My husband (boyfirend) and I in the sixties, the day after our Seniors Banquet, held by our church for a place to go instead of Prom. We were standing in front of a rose bush that I had babied since it was a stem. And I was in my favorite dress, one I loved more than my "Prom Dress." Sixties Hair LOL
In a post from Max Lucado’s daily thoughts, for Aug. 24, he wrote the following:
“Present Tense - By Max Lucado
“Jesus Christ is the same yesterday, today, and forever.” Hebrews 13:8 NLT
The present-tense Christ. He never says, “I was.” We do. We do because “we were.” We were younger, faster, prettier. Prone to be people of the past tense, we reminisce. Not God. Unwavering in strength, he need never say, “I was.” Heaven has no rear view mirrors . . .
Can God be more God? No. He does not change. He is the “I am” God. “Jesus Christ is the same yesterday, today, and forever.” “
I am a person who looks back a lot. I have had a need for healing of my memories, and in looking back I find myself faced with two situations. I can live in the memories and be sad – for the extremes of the bad times and the memories of the hurts that still hurt me, and sad that I am not younger, faster, prettier, thinner, etc. Or I can look into the past seeking the glad memories to help them out weigh the sad ones, while always allowing that thing from the past to bolster my now, while, at the same time, seek healing for the memories that still hurt. Memories are like wounds if they are bad ones. And they must heal. I said MUST HEAL.
Bad memories must be dealt with. Stuffing them into the past to stay is not what Mr. Lucado is talking about in the comment above. He is helping us remember that God was in our past and when we were hurt, we were not alone. God knows what hurt us. But He wants us to have a resurrection attitude –realizing that we can be free from the past and healed of the pain. But looking to a future with Him as well. For me, when intense pain was a part of a long period of my life, the past was my life. It was hard to break free from that stronghold. I became hurt with God. I found myself in what seemed like a pattern of living hurt over and over, as if something I was doing was causing my hurt, and as if loving and serving God meant I had to continue to be hurt. That was true to the extent that I was in a pattern, but there was an escape.
Thinking about your memories is only the surface result for what can happen to a person living out of the past. The mind can actually develop a pattern to respond to every situation in life the same way as it did when hurt. So when someone else hurts you, you will react as if that person hurt you again, and also the next time someone hurts you. It is subconscious, and you often don’t realize it. You are actually LIVNG IN THE PAST. When you do, you may not know how to get out of the pattern. Max Lucado is soooo right when he says God is the “I AM.” Because living in the present does not have to be a reflection of what you lived in your past. God wants healing for our past pains and traumas.

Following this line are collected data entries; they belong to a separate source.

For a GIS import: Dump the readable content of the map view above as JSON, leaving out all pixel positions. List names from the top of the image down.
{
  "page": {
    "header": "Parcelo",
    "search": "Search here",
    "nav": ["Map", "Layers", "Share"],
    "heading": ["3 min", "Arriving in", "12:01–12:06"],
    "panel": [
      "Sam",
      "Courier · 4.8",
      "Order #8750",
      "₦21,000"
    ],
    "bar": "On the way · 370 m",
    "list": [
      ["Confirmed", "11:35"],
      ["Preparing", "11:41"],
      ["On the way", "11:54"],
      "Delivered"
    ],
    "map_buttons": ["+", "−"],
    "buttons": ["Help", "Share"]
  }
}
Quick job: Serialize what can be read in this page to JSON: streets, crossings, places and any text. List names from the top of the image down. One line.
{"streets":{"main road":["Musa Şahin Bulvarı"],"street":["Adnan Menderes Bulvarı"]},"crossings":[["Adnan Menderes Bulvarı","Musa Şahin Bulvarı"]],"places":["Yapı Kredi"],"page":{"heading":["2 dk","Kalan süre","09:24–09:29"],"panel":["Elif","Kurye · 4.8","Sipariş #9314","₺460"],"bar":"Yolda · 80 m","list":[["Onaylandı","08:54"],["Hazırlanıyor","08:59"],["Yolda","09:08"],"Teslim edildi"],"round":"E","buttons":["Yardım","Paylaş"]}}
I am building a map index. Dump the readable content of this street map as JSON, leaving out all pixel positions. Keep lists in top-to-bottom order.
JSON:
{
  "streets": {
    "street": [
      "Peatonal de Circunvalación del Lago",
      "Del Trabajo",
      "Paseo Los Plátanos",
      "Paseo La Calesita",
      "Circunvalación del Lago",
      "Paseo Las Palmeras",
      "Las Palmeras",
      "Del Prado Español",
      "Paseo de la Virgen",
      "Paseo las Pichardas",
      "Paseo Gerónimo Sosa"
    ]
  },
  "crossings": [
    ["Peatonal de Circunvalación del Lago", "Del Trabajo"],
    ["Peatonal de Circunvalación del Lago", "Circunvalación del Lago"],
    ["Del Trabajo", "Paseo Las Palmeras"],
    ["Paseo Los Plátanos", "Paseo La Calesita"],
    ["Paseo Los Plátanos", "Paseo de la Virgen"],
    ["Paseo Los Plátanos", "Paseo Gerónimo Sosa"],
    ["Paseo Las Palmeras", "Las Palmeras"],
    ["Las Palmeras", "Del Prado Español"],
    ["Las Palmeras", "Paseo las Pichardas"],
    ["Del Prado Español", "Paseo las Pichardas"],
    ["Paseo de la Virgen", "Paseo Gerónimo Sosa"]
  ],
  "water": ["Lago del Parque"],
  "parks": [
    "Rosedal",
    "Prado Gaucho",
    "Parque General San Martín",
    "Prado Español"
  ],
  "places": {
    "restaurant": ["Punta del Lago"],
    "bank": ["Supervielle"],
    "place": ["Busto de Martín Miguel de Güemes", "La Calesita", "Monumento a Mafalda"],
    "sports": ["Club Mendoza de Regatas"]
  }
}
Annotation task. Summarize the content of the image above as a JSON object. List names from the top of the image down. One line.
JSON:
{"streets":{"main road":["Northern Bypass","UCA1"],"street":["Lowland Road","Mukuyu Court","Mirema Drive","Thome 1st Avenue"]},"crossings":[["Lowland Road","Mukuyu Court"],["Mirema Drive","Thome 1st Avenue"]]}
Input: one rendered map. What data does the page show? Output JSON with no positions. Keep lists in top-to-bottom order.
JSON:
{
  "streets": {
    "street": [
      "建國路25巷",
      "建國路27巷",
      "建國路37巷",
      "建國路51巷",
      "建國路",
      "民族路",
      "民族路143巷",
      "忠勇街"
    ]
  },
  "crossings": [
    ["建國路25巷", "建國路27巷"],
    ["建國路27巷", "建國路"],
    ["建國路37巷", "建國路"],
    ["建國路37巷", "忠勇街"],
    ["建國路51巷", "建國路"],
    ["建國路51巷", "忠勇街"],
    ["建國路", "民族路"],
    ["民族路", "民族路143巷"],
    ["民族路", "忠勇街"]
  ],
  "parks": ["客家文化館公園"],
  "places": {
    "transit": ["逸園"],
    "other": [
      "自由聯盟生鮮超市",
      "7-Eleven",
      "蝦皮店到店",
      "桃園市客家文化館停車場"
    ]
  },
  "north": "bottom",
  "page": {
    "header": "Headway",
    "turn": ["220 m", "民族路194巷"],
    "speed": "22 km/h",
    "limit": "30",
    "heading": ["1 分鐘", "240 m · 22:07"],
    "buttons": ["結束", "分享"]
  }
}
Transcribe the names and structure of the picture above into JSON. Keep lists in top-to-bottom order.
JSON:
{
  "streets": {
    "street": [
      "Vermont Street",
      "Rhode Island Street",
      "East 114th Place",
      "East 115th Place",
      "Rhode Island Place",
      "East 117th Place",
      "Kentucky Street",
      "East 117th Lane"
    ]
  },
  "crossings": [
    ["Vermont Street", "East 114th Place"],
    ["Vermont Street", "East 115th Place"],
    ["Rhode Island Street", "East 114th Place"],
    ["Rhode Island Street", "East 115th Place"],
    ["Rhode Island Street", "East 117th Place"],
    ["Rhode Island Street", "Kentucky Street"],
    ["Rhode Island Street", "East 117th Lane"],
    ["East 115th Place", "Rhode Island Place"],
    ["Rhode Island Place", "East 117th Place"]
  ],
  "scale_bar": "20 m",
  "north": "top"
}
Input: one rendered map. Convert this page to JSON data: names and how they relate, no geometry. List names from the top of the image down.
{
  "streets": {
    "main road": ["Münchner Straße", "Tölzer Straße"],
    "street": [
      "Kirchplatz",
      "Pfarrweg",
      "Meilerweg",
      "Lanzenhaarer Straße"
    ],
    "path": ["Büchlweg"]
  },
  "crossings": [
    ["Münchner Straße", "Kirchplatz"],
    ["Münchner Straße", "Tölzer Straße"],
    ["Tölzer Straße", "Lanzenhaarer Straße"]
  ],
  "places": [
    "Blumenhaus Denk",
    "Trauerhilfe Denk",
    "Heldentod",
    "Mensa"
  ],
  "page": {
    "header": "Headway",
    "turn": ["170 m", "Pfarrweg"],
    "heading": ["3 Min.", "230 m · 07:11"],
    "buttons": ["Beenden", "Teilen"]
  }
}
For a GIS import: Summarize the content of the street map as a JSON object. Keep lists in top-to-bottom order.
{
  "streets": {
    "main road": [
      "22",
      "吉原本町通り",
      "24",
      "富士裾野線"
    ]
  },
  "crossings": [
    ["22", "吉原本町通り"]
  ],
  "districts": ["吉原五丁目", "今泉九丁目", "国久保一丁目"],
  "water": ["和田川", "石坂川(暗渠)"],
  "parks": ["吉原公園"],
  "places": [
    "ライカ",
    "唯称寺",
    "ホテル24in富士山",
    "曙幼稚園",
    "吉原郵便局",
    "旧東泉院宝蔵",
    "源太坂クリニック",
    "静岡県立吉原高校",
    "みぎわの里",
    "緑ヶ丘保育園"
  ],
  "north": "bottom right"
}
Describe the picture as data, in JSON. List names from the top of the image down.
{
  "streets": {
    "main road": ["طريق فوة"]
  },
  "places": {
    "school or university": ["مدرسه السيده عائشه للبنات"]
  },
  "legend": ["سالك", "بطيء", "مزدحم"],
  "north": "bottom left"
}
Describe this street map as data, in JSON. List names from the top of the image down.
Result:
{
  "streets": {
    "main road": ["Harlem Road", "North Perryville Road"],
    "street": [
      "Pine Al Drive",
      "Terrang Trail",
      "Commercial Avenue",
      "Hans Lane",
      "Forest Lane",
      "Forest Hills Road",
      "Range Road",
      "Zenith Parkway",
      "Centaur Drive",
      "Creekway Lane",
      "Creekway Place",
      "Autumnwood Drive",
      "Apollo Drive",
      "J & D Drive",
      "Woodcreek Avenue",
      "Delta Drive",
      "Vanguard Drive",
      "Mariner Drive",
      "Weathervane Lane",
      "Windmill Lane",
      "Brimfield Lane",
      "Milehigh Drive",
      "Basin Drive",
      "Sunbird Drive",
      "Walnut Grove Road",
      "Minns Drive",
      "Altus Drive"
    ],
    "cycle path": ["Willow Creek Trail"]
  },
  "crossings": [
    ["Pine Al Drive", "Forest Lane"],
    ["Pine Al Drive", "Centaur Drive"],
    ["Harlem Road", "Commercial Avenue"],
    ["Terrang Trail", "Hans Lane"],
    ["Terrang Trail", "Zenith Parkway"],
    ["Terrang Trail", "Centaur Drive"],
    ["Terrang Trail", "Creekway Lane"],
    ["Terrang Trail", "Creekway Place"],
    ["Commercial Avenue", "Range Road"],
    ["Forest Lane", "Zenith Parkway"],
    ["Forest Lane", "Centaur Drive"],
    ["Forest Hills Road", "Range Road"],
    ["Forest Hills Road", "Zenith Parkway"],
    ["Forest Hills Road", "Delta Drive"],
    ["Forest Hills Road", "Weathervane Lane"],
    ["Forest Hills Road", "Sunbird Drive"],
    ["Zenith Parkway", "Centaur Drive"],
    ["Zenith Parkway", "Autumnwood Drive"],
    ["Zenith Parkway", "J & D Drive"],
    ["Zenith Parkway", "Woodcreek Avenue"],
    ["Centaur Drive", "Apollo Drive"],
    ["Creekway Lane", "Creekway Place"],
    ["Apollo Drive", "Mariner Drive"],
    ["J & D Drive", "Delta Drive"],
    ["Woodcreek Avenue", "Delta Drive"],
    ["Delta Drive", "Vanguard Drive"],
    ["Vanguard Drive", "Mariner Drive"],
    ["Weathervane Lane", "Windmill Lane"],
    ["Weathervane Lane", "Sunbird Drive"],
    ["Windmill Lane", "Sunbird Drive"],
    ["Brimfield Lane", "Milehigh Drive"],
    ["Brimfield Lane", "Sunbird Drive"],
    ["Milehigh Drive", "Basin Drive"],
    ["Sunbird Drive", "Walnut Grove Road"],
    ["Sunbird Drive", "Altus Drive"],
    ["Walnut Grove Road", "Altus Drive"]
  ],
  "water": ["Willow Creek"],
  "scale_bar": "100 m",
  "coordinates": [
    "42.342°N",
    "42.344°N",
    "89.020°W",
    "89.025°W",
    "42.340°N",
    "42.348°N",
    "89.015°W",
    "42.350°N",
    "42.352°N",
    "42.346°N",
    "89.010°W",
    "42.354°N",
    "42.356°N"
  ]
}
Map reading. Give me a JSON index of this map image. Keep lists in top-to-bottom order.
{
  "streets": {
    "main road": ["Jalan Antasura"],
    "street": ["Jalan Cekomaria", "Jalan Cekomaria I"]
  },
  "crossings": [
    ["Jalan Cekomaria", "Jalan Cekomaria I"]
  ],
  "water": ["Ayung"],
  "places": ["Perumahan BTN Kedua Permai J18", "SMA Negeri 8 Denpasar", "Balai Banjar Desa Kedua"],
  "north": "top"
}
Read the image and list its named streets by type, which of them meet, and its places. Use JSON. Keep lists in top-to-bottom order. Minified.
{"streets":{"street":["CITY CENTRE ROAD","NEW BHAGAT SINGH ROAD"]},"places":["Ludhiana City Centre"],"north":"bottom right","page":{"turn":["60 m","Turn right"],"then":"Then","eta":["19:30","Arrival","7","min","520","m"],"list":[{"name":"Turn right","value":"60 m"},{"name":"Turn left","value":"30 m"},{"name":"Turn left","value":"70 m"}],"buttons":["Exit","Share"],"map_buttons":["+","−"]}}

I know how the Lord chose to heal me, and the mental scars as well. For someone else he may chose a different path to healing, but seeking healing from my past was the best thing I ever did for the prospect of living a better today and a better future. And now, I love to reminisce about the lovely things in my past, because they bring me joy, and help me remember that God has always been there. Yet, the one thing I still bring into check, while looking back, is to not fall into the pattern of saying I was prettier, thinner, faster, whatever’er, because whatever I have today, is still better than what is gone, as long as I know Christ is still there. And of course we all know that our Future is only brighter looking to live it walking in His presence.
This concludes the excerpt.